At the very outset of freight claim problems, a determination must be made as to what laws, administrative regulations and contracts govern the transaction between the shipper and carrier. In view of the fact that a great volume of freight generally moves in common carrier service, claimants often presume that principles of common carrier liability govern claims, and later discover that some movements are not subject to these principles.
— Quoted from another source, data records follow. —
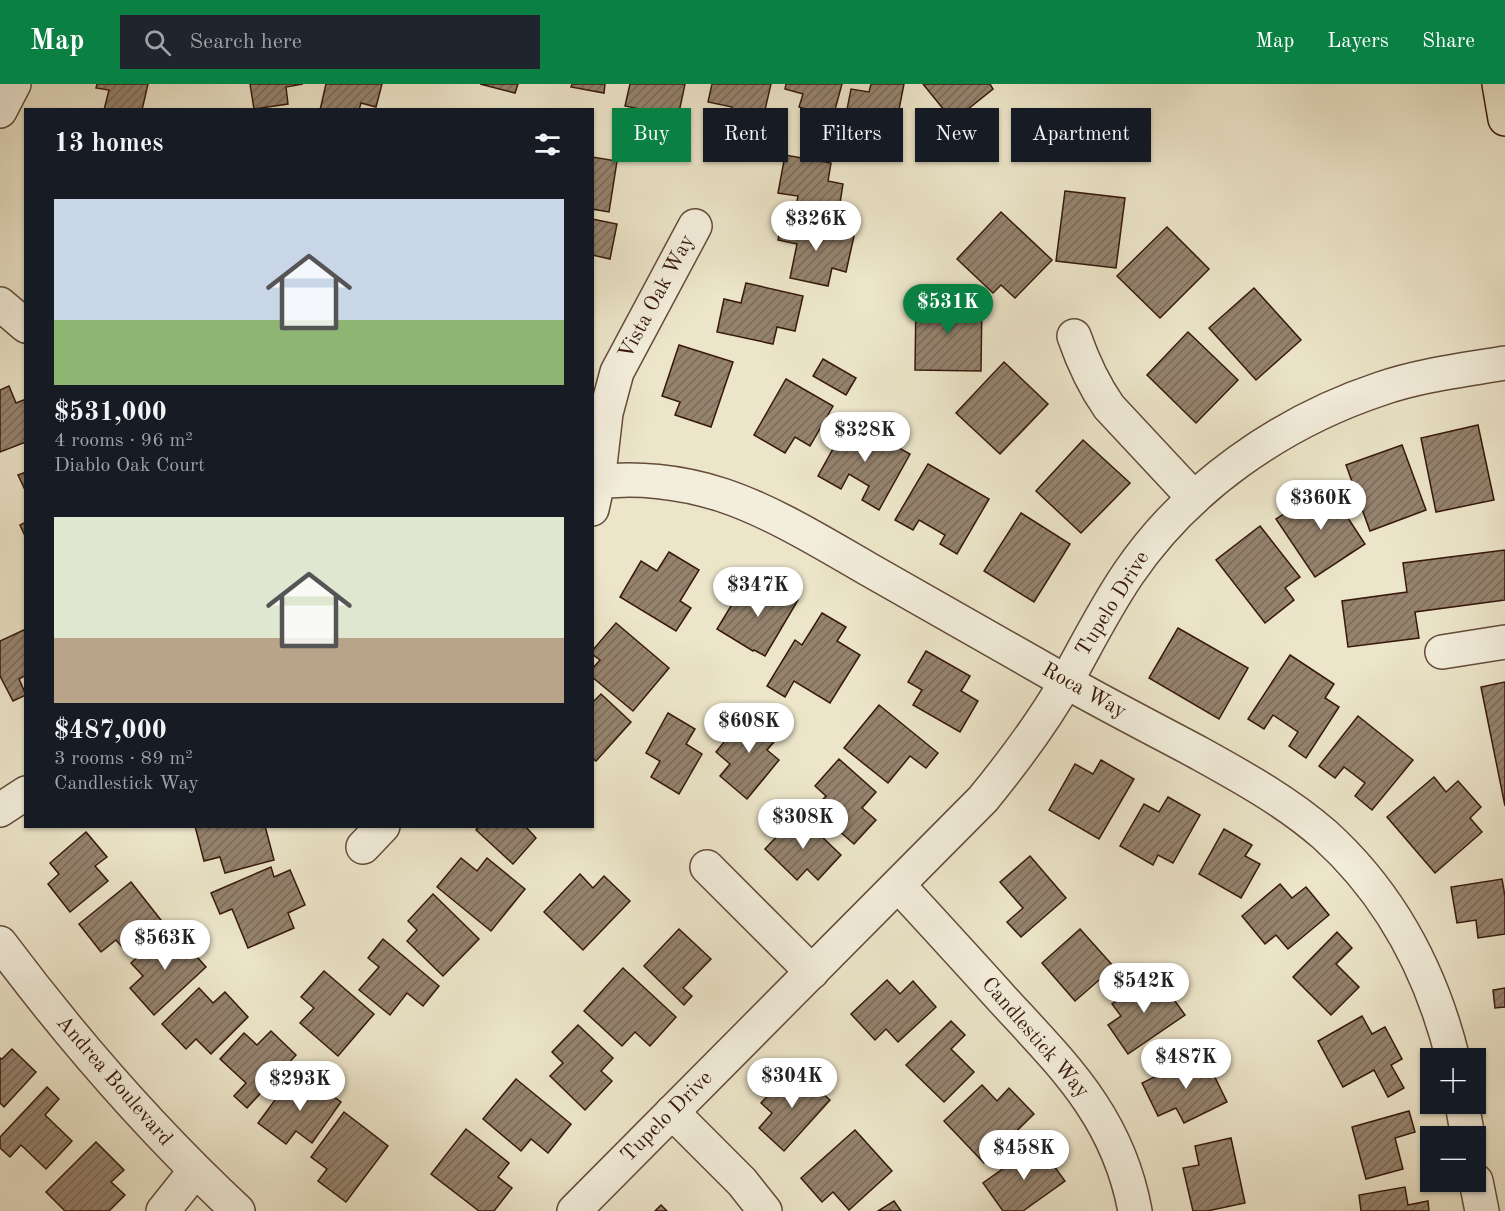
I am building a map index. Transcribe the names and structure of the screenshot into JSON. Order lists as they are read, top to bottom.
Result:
{
  "streets": {
    "street": [
      "Vista Oak Way",
      "Tupelo Drive",
      "Roca Way",
      "Candlestick Way",
      "Andrea Boulevard"
    ]
  },
  "crossings": [
    ["Vista Oak Way", "Roca Way"],
    ["Tupelo Drive", "Roca Way"],
    ["Tupelo Drive", "Candlestick Way"]
  ],
  "page": {
    "header": "Map",
    "search": "Search here",
    "nav": ["Map", "Layers", "Share"],
    "chip": [
      "Buy",
      "Rent",
      "Filters",
      "New",
      "Apartment"
    ],
    "heading": "13 homes",
    "list": [
      {
        "name": "$531,000",
        "note": "4 rooms · 96 m² · Diablo Oak Court"
      },
      {
        "name": "$487,000",
        "note": "3 rooms · 89 m² · Candlestick Way"
      }
    ],
    "price": [
      "$326K",
      "$531K",
      "$328K",
      "$360K",
      "$347K",
      "$608K",
      "$308K",
      "$563K",
      "$542K",
      "$487K",
      "$304K",
      "$293K",
      "$458K"
    ],
    "map_buttons": ["+", "−"]
  }
}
The consequences often are expensive and embarrassing to the claimant.

Therefore, the first step in processing a freight claim is to establish the legal classification of the movement, ie.,:

  1. interstate and foreign common carriage (regulated by the I.C.C.);
  2. intrastate common carriage (usually regulated by a state P.S.C., P.U.C., D.O.T., etc.);
  3. “exempt” common carriage (governed only by the common law);
  4. contract carriage (regulated by the I.C.C. or state regulatory agency); or
  5. private carriage (shipper's vehicle).

Although this text is oriented toward the legal principles governing liability of regulated common carriers, it is also necessary for the claimant to know when a claim is not subject to such liability standards.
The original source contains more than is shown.